Understanding functional connectivity in the mammalian brain

Date: Friday, November 19, 2021
Speaker: Alan Jasanoff, Ph.D.
Professor, Biological Engineering, Brain and Cognitive Sciences, Nuclear Science and Engineering; Associate Investigator, McGovern Institute; Director, Center for Neurobiological Engineering

Abstract: The correlational structure of brain activity dynamics, known as functional connectivity, is often taken to reveal intrinsic properties of neural processing. Functional connectivity measures observed during spontaneous activity are candidate biomarkers for neurodevelopmental disorders including autism, but the physiological bases of these measures are poorly understood. In the first part of my talk, I will discuss evidence that resting state functional connectivity of the mammalian brain derives in part from interactions with extrinsic sense organs.
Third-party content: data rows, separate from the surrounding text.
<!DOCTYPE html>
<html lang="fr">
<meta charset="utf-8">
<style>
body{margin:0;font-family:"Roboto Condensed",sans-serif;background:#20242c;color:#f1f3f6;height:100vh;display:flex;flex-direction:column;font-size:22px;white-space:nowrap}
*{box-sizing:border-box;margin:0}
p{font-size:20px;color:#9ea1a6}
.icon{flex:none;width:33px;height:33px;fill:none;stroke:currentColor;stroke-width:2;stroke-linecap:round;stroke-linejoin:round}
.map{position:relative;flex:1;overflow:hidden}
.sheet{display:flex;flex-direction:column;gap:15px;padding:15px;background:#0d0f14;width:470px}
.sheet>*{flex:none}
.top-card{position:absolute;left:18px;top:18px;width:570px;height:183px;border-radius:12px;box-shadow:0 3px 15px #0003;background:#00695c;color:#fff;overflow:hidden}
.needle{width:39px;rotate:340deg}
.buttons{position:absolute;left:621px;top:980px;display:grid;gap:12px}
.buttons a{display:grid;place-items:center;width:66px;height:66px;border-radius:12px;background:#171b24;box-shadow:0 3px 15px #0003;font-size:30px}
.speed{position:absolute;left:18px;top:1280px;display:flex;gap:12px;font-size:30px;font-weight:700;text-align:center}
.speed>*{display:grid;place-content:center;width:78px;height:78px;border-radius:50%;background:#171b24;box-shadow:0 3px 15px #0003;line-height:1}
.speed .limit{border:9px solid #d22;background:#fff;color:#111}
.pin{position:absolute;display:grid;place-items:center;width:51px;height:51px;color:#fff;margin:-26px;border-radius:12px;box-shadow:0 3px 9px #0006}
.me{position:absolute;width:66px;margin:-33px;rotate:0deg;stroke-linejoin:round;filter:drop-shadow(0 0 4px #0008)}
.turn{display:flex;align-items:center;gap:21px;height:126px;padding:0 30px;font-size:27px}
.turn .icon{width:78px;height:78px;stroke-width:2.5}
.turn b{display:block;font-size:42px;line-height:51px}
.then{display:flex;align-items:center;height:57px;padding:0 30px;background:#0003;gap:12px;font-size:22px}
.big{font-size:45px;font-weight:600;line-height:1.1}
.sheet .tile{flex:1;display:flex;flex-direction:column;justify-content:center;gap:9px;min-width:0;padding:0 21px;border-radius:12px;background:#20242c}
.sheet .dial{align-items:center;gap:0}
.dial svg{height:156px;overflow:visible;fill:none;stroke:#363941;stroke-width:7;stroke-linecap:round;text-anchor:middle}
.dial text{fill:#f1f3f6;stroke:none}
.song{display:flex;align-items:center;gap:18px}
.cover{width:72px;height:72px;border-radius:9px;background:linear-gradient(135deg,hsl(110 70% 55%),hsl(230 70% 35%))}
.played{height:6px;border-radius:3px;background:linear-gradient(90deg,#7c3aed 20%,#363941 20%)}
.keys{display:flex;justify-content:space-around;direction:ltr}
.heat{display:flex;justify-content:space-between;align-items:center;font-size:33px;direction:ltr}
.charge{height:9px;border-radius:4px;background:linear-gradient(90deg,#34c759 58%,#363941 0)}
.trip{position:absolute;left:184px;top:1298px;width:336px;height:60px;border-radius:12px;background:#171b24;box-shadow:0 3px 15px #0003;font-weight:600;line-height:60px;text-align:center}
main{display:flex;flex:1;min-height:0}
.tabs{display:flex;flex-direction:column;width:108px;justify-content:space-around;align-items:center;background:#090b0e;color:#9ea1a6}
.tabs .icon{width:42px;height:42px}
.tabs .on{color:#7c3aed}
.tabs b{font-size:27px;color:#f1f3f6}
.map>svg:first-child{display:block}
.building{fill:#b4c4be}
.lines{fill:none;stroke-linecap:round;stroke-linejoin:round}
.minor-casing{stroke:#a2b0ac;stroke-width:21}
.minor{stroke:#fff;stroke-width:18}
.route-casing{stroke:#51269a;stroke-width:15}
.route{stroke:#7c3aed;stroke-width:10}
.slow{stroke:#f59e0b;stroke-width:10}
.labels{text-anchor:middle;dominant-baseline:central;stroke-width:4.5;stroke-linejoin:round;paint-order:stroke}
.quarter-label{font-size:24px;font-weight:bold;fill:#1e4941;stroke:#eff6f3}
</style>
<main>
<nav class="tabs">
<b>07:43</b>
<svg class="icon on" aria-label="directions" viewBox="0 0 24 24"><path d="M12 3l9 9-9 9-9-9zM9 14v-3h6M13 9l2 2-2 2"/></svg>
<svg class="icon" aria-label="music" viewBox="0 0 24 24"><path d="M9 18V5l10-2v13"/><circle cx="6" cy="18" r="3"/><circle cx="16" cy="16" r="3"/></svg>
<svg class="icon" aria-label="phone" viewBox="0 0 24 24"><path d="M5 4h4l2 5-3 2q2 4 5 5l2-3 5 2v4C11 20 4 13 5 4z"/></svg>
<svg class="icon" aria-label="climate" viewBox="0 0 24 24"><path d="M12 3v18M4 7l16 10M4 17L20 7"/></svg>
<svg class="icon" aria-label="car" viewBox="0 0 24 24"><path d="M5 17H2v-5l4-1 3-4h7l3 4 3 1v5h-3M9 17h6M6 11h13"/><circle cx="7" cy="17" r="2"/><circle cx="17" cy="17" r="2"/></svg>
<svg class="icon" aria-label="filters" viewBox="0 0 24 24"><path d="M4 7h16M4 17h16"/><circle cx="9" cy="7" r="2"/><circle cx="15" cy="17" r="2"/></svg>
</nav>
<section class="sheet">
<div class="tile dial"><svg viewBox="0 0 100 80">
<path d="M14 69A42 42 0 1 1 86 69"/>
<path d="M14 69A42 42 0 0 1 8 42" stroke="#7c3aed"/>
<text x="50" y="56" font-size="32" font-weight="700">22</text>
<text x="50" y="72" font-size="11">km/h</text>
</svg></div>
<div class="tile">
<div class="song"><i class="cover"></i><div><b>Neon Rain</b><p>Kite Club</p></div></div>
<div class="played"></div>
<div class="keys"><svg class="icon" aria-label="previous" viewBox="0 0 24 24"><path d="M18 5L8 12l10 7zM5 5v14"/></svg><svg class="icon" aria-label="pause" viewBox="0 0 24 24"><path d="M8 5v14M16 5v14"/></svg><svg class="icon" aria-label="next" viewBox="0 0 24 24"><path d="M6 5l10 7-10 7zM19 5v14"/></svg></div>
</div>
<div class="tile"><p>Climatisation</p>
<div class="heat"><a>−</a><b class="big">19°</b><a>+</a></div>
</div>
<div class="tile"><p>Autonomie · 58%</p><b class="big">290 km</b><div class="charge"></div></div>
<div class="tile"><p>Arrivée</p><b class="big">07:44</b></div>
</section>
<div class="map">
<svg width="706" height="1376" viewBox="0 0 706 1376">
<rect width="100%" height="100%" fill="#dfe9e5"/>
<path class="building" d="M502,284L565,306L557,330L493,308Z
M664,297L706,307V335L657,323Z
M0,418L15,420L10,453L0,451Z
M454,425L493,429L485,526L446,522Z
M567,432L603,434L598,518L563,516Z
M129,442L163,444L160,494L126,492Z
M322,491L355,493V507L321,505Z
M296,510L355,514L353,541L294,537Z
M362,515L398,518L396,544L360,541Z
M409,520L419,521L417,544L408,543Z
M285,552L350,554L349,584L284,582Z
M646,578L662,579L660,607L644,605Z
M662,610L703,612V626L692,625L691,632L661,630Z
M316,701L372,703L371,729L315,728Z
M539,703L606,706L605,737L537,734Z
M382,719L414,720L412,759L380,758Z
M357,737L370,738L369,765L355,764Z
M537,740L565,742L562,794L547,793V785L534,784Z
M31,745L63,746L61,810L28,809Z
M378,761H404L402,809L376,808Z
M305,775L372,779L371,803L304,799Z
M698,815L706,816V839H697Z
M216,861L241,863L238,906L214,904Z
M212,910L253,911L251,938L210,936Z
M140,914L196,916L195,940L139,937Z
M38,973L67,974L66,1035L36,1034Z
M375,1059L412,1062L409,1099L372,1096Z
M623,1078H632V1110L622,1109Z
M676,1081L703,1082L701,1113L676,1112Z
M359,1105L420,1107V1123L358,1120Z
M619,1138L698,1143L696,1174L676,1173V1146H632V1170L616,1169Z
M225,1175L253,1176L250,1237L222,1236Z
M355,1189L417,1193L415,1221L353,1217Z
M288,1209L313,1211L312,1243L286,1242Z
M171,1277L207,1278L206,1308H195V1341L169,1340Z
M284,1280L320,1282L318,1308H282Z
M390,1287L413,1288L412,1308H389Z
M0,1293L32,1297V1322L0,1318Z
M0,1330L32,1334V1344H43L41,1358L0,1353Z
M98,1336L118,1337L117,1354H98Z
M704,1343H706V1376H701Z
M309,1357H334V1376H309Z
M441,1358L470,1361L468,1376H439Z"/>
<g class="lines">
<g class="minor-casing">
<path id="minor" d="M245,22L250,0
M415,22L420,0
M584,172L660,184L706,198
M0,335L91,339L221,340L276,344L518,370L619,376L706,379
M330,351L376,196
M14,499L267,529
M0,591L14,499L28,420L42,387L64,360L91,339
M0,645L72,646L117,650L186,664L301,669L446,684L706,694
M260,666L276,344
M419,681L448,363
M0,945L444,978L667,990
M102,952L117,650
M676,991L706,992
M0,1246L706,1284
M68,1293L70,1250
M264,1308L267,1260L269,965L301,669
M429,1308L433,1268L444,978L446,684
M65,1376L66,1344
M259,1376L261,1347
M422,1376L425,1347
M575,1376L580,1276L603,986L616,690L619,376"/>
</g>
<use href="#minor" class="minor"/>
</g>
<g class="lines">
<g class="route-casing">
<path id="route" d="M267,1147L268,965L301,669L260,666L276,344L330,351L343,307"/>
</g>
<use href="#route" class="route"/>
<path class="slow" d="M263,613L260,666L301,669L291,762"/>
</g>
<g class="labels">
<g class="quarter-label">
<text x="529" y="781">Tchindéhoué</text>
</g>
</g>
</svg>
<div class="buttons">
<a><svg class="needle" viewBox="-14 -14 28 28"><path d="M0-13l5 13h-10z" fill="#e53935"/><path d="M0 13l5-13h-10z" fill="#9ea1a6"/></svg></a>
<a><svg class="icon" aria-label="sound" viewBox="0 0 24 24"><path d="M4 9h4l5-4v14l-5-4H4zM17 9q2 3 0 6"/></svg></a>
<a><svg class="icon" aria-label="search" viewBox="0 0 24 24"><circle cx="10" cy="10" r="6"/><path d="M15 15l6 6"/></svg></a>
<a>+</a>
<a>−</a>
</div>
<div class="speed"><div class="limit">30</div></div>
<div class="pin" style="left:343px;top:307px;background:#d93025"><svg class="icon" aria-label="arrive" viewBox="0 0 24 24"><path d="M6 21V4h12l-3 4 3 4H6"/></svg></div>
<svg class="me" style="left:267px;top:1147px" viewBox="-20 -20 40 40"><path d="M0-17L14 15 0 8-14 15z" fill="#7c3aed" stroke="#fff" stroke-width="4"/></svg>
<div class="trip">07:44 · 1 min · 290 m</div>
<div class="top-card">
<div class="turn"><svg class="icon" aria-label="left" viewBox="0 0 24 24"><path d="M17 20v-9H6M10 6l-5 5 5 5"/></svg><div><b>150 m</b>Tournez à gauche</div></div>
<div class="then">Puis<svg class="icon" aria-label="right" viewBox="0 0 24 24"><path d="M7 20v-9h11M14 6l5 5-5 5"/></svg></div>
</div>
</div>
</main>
Central or peripheral inactivation of vibrissa-mediated input in awake rats strongly diminishes somatosensory functional connectivity, even when no overt stimuli are present. The same neural activity correlations are sharply reduced in a rat model of fragile X syndrome, an autism spectrum disorder. Fragile X rats are also insensitive to vibrissa inactivation, suggesting that part of the neuroimaging phenotype in this autism model arises from abnormalities in the peripheral sensory channel. In the second part of my talk, I will discuss an experimental tool our laboratory has developed to place functional connectivity findings on a physiological basis. In combination with tract-tracing viruses, a genetically encoded activity probe called NOSTIC provides a means for defining input-output relationships across the brain. We demonstrate this capability for mapping circuit function in rats and plan to use it for analysis of social stimulus processing in nonhuman primates.